Brittany, Larissa Behrendt
- loudebergh
- il y a 7 jours
- 3 min de lecture

Les romans sont des étoiles.
Ou des cailloux, c’est selon.
Ils sont joyaux, perles, graines et sont vivants.
Ils sont flammes, clés de voûte, réceptacle.
Ils sont ce que nous voulons qu’ils soient et tout l’inverse aussi : ce que nous recherchons parfois, ce que nous fuyons aussi et ce que jamais nous ne leur donnerons.
Ils sont de véritables trésors
tachons de ne pas l'oublier.
Brittany de Larissa Behrendt m’a touchée plus que je n’ai bien voulu l’admettre de prime abord. Il ne répond pas de ce que l’on nomme communément Littérature en ce qu’il fleure bon ce que d’aucuns nomment « bons sentiments » et fourmille de tournures qui souvent m’ont hérissé le poil.
Et pourtant.
Je l’ai trouvé magnifiquement juste. Simple. Droit. Bon.
Honnête et sensible.
Touchant et vrai.
*
Jasmine et sa mère Della, deux femmes aborigènes de Nouvelle-Galles du Sud, partent en Angleterre sur la piste des grands noms de la littérature britannique, de Shakespeare à Virginia Woolf en passant par Jane Austen et les soeurs Brontë. Après un deuil difficile et un drame qui a fait voler en éclat leur famille, chacune espère que ce voyage leur permettra de retisser des liens. Point de départ, le musée de Sherlock Holmes à Londres. Voilà le petit groupe parti sur les traces d’une histoire britannique que Della et Jasmine viennent tour à tour, chacune à sa manière, questionner, dépoussiérer, et souvent bousculer à la lumière de leurs expériences. Jasmine s’immerge dans l’univers littéraire de ses idoles tandis que Della retrouve l’envie de se reconnecter à l’art narratif aborigène et à sa communauté. Ce périple est aussi pour la mère et sa fille l’occasion d’apprivoiser le passé qui les hante.
*
C’est d’abord le fait que ce roman aborde un pan de la littérature anglaise qui m’a attirée. Parlez-moi de Jane Austen, de Virginia Woolf ou des Sœurs Brontë, et voilà que j’accours, toutes sirènes hurlantes, le sourire aux lèvres et les oreilles grandes ouvertes.

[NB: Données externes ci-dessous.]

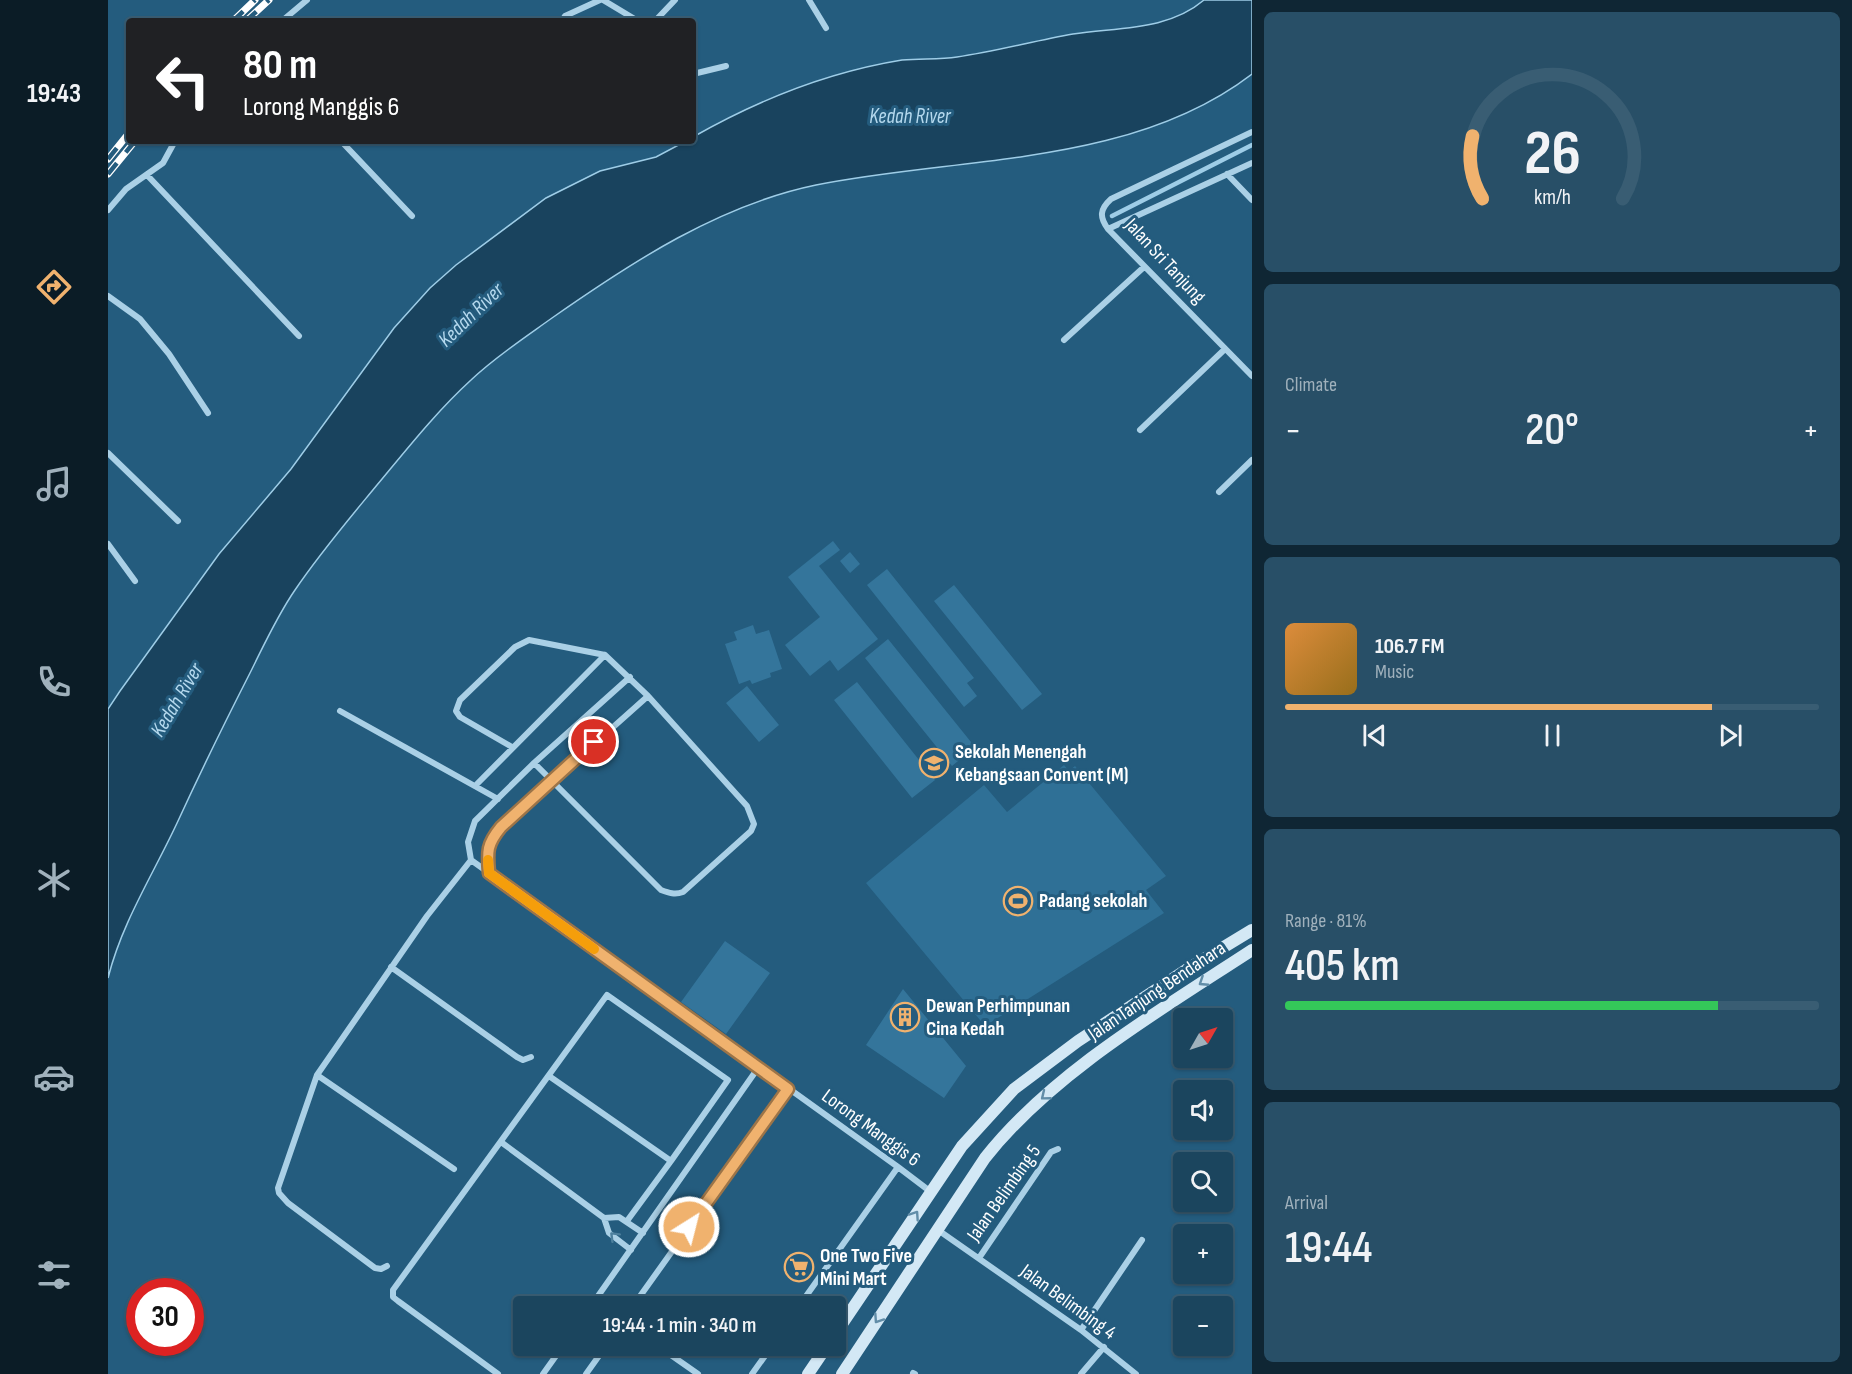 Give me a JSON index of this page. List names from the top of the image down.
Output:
{
  "streets": {
    "main road": ["Jalan Tanjung Bendahara"],
    "street": [
      "Jalan Sri Tanjung",
      "Lorong Manggis 6",
      "Jalan Belimbing 5",
      "Jalan Belimbing 4"
    ]
  },
  "crossings": [
    ["Jalan Tanjung Bendahara", "Lorong Manggis 6"],
    ["Jalan Tanjung Bendahara", "Jalan Belimbing 4"],
    ["Jalan Belimbing 5", "Jalan Belimbing 4"]
  ],
  "water": ["Kedah River"],
  "places": {
    "school or university": ["Sekolah Menengah Kebangsaan Convent (M)"],
    "sports": ["Padang sekolah"],
    "building": ["Dewan Perhimpunan Cina Kedah"],
    "supermarket": ["One Two Five Mini Mart"]
  },
  "north": "top right",
  "page": {
    "tabs": "19:43",
    "turn": ["80 m", "Lorong Manggis 6"],
    "tile": [
      "Climate",
      ["Range · 81%", "405 km"],
      ["Arrival", "19:44"]
    ],
    "heat": ["−", "20°", "+"],
    "song": ["106.7 FM", "Music"],
    "map_buttons": ["+", "−"],
    "limit": "30",
    "trip": "19:44 · 1 min · 340 m",
    "gauge": ["26", "km/h"]
  }
}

Parlez-moi de ces autrices à l’intérieur d’un roman : je suis aux anges, littéralement.
Faites faire à vos personnages le voyage que je rêve de faire, me voilà avec vous, avec elles, dans leur cénacle, l’esprit bouillonnant, les idées en pagaille.
De ce côté-là, il faut admettre qu'avec Brittany, Larissa Behrendt m’a servi sur un plateau un petit rêve bien emballé dont je n’avais plus qu’à me délecter.

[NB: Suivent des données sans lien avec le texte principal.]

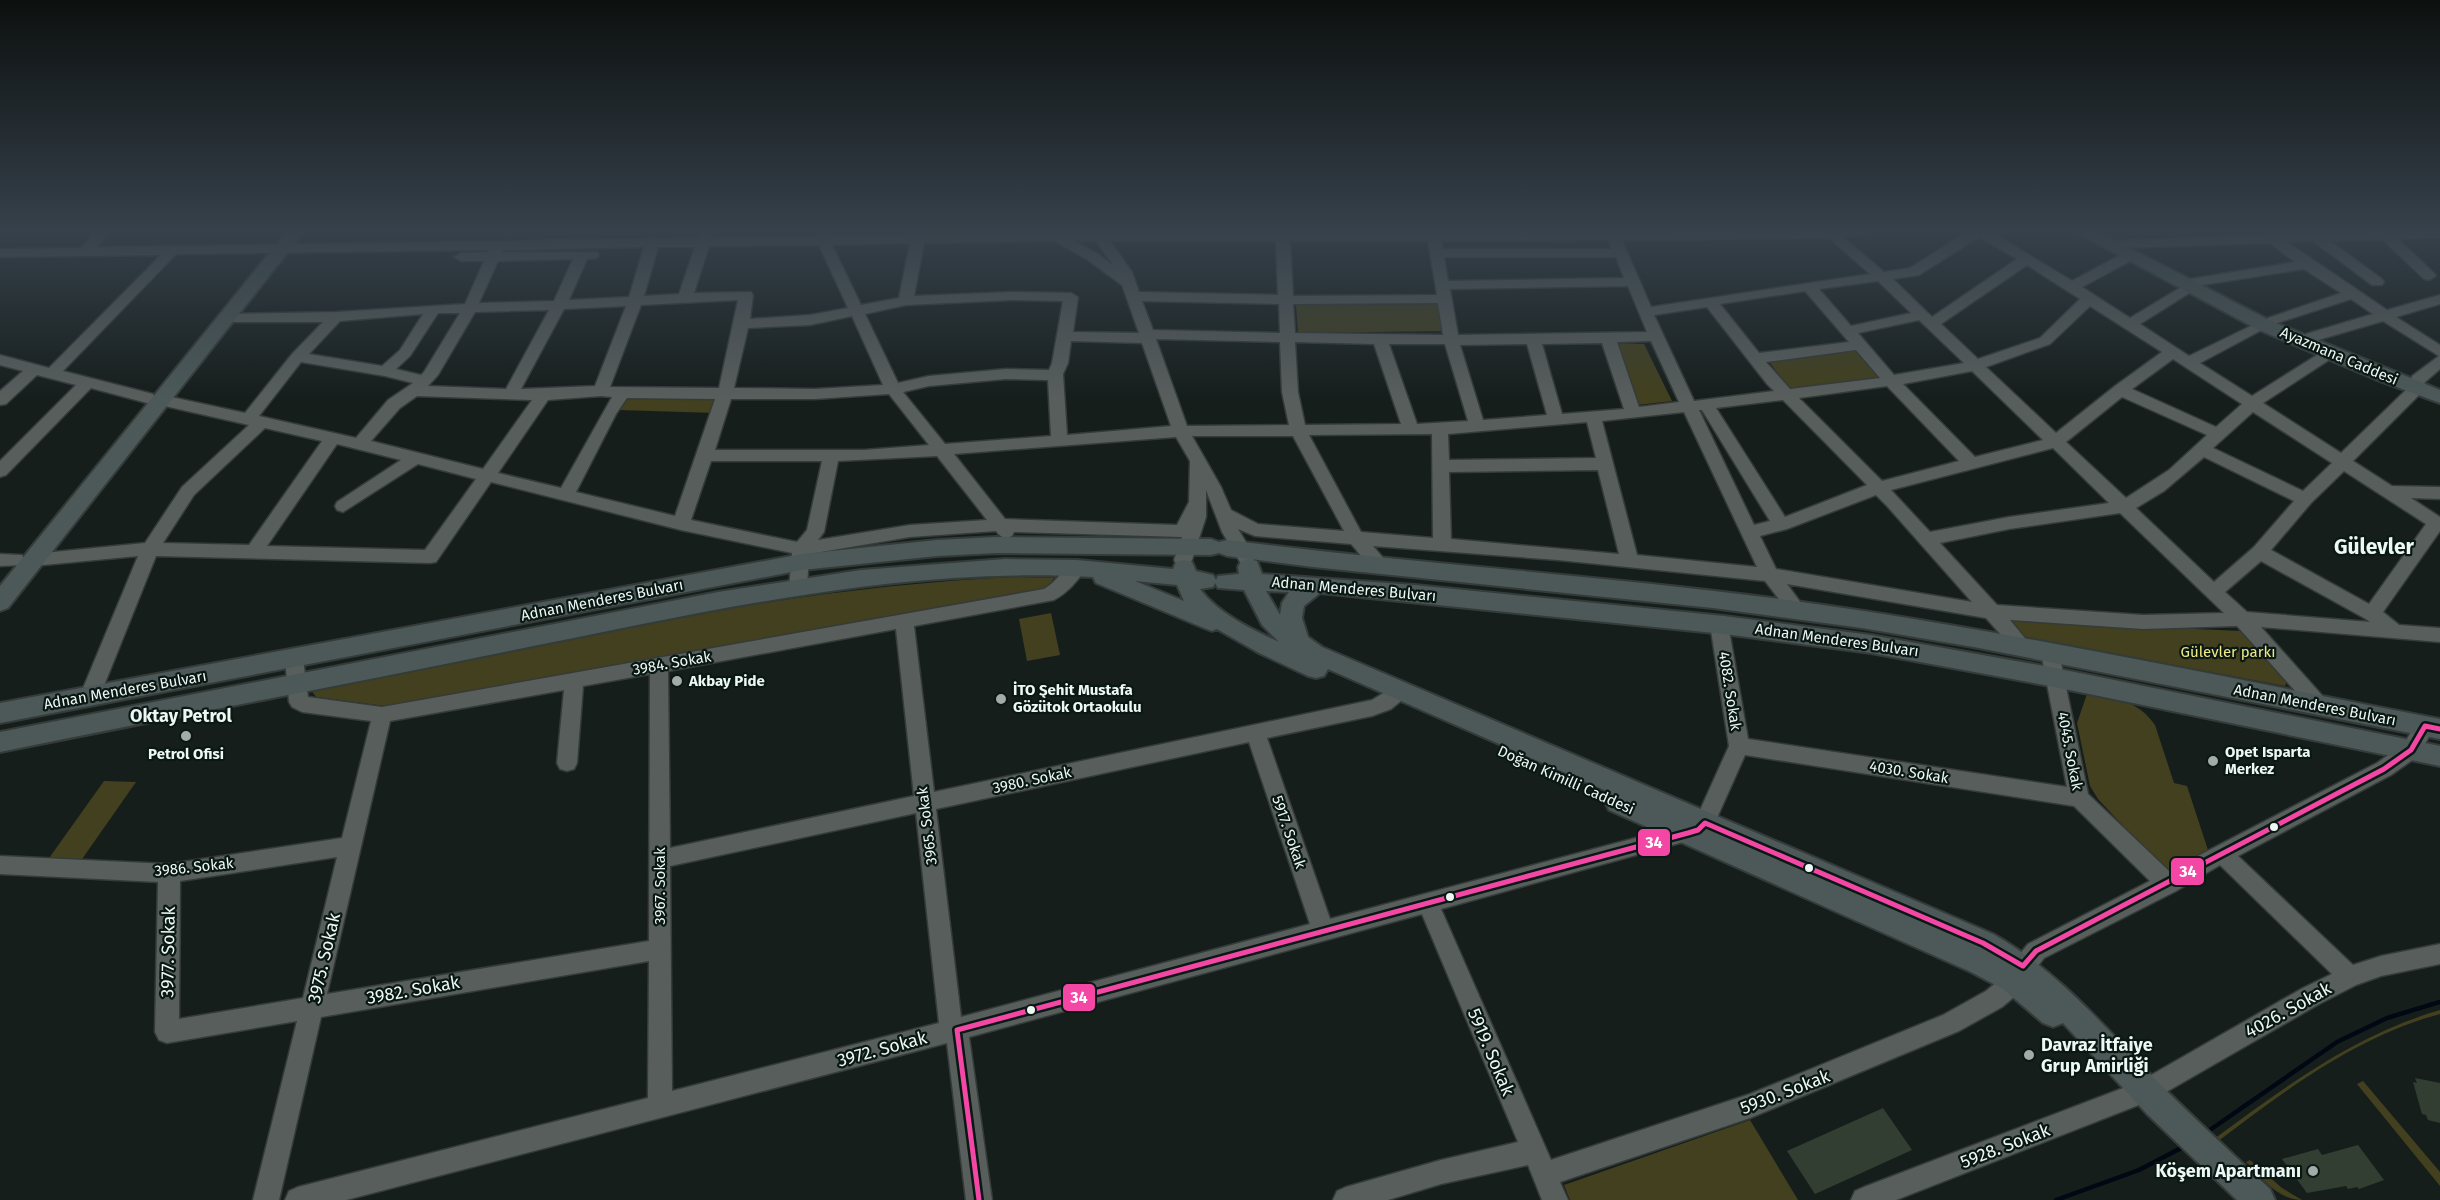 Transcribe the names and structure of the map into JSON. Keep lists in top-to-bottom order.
{
  "streets": {
    "main road": ["Ayazmana Caddesi", "Adnan Menderes Bulvarı", "Doğan Kimilli Caddesi"],
    "street": [
      "3984. Sokak",
      "4082. Sokak",
      "4045. Sokak",
      "4030. Sokak",
      "3980. Sokak",
      "3965. Sokak",
      "5917. Sokak",
      "3986. Sokak",
      "3967. Sokak",
      "3977. Sokak",
      "3975. Sokak",
      "3982. Sokak",
      "4026. Sokak",
      "3972. Sokak",
      "5919. Sokak",
      "5930. Sokak",
      "5928. Sokak"
    ]
  },
  "crossings": [
    ["Adnan Menderes Bulvarı", "3984. Sokak"],
    ["Adnan Menderes Bulvarı", "4082. Sokak"],
    ["Adnan Menderes Bulvarı", "4045. Sokak"],
    ["Adnan Menderes Bulvarı", "Doğan Kimilli Caddesi"],
    ["Adnan Menderes Bulvarı", "5930. Sokak"],
    ["3984. Sokak", "3965. Sokak"],
    ["3984. Sokak", "3967. Sokak"],
    ["3984. Sokak", "3975. Sokak"],
    ["4082. Sokak", "4030. Sokak"],
    ["4082. Sokak", "Doğan Kimilli Caddesi"],
    ["4082. Sokak", "3972. Sokak"],
    ["4045. Sokak", "4030. Sokak"],
    ["4045. Sokak", "5930. Sokak"],
    ["3980. Sokak", "Doğan Kimilli Caddesi"],
    ["3980. Sokak", "3965. Sokak"],
    ["3980. Sokak", "5917. Sokak"],
    ["3980. Sokak", "3967. Sokak"],
    ["Doğan Kimilli Caddesi", "4026. Sokak"],
    ["Doğan Kimilli Caddesi", "3972. Sokak"],
    ["Doğan Kimilli Caddesi", "5930. Sokak"],
    ["Doğan Kimilli Caddesi", "5928. Sokak"],
    ["3965. Sokak", "3972. Sokak"],
    ["5917. Sokak", "3972. Sokak"],
    ["3986. Sokak", "3977. Sokak"],
    ["3986. Sokak", "3975. Sokak"],
    ["3967. Sokak", "3982. Sokak"],
    ["3967. Sokak", "3972. Sokak"],
    ["3977. Sokak", "3982. Sokak"],
    ["3975. Sokak", "3982. Sokak"],
    ["4026. Sokak", "5928. Sokak"],
    ["3972. Sokak", "5919. Sokak"],
    ["5919. Sokak", "5930. Sokak"]
  ],
  "districts": ["Gülevler", "Oktay Petrol"],
  "parks": ["Gülevler parkı"],
  "places": [
    "Akbay Pide",
    "İTO Şehit Mustafa Gözütok Ortaokulu",
    "Petrol Ofisi",
    "Opet Isparta Merkez",
    "Davraz İtfaiye Grup Amirliği",
    "Köşem Apartmanı"
  ],
  "lines": ["transit line 34"]
}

Mais c’est l’histoire de cette mère et de sa fille qui m’a le plus touchée. Et si elle est pleine de facilités et que les ficelles sont parfois grosses comme des cordes, je lui ai trouvé une sensibilité et une justesse folle. Je me suis passionnée pour ces retrouvailles en terres littéraires et ce retour aux sources familiales dans un pays bien éloigné du leur. J’ai aimé leur façon d’écouter et de prendre soin de l’une et de l’autre. J’ai trouvé dans l’attitude de Della une sagesse plus grande que la terre et dans celle de sa fille un horizon. J’ai aimé l’idée du fameux conflit « nature-culture » joyeusement dézingué par la réalité de la vie. Son regard profondément anticolonialiste, féministe et passionné.
Brittany est une formidable quête au beau milieu du monde des Lettres anglaises.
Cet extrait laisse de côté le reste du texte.